I made a handler to find multiple instances of a sub-string in a string.
The last parameter ‘intemCount’ is optional. Without it, it will return a list of all the indexes of the found string, otherwise if you pass an integer it will find the index of that instance count or return a zero if not found.
offsetMulti of "Rob" out of "My Rob is a cool Robert! His name is Robert..." given itemCount:0
-- {4, 18, 38}
to offsetMulti of findText out of textString given itemCount:ic : 0
local indexList, tid, c, tc
set tid to text item delimiters
set c to length of findText
set text item delimiters to findText
considering case
set textString to text items of textString
end considering
if (count textString) = 1 then return 0
set tc to 1
set indexList to {}
repeat with i from 1 to (count textString) - 1
set tc to tc + (length of item i of textString)
set end of indexList to tc
if i = ic then exit repeat
set tc to tc + c
end repeat
set text item delimiters to tid
if ic = 0 then
return indexList
else if ic < (count textString) then
return item ic of indexList
end if
return 0
end offsetMulti
my offsetsForSubstring:"Rob" inText:"My Rob is a cool Robert! His name is Robert..."
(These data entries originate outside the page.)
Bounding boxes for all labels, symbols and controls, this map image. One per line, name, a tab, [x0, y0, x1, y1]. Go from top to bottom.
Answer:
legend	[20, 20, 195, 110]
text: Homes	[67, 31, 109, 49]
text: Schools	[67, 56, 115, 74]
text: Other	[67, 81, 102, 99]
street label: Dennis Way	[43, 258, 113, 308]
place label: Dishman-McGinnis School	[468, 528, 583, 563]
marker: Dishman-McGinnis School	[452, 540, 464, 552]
on offsetsForSubstring:subString inText:theText
set rn to (reverse of characters of subString) as text
script go
on |λ|(temp)
set i to offset of rn in temp
if i = 0 then return {}
return |λ|(text (1 + i) thru -1 of temp) & ((length of temp) - i - 1)
end |λ|
end script
return go's |λ|((reverse of characters of theText) as text)
end offsetsForSubstring:inText:
NOTE: as I see, the solution from @robertfern wotks faster.
use framework "Foundation"
use scripting additions
set theString to "My Rob is a cool robert! His name is Robert..."
set thePattern to "(?i)rob" -- remove (?i) to make case sensitive
set theOffsets to getOffsets(theString, thePattern) --> {4, 18, 38}
on getOffsets(theString, thePattern)
set theString to current application's NSString's stringWithString:theString
set theRegex to current application's NSRegularExpression's regularExpressionWithPattern:thePattern options:0 |error|:(missing value)
set regexResults to theRegex's matchesInString:theString options:0 range:{location:0, |length|:theString's |length|()}
set matchOffsets to {}
repeat with aMatch in regexResults
set end of matchOffsets to ((aMatch's range()'s location()) + 1)
end repeat
return matchOffsets
end getOffsets
Also, not a big fan of recursive. Too much overhead of stack manipulation.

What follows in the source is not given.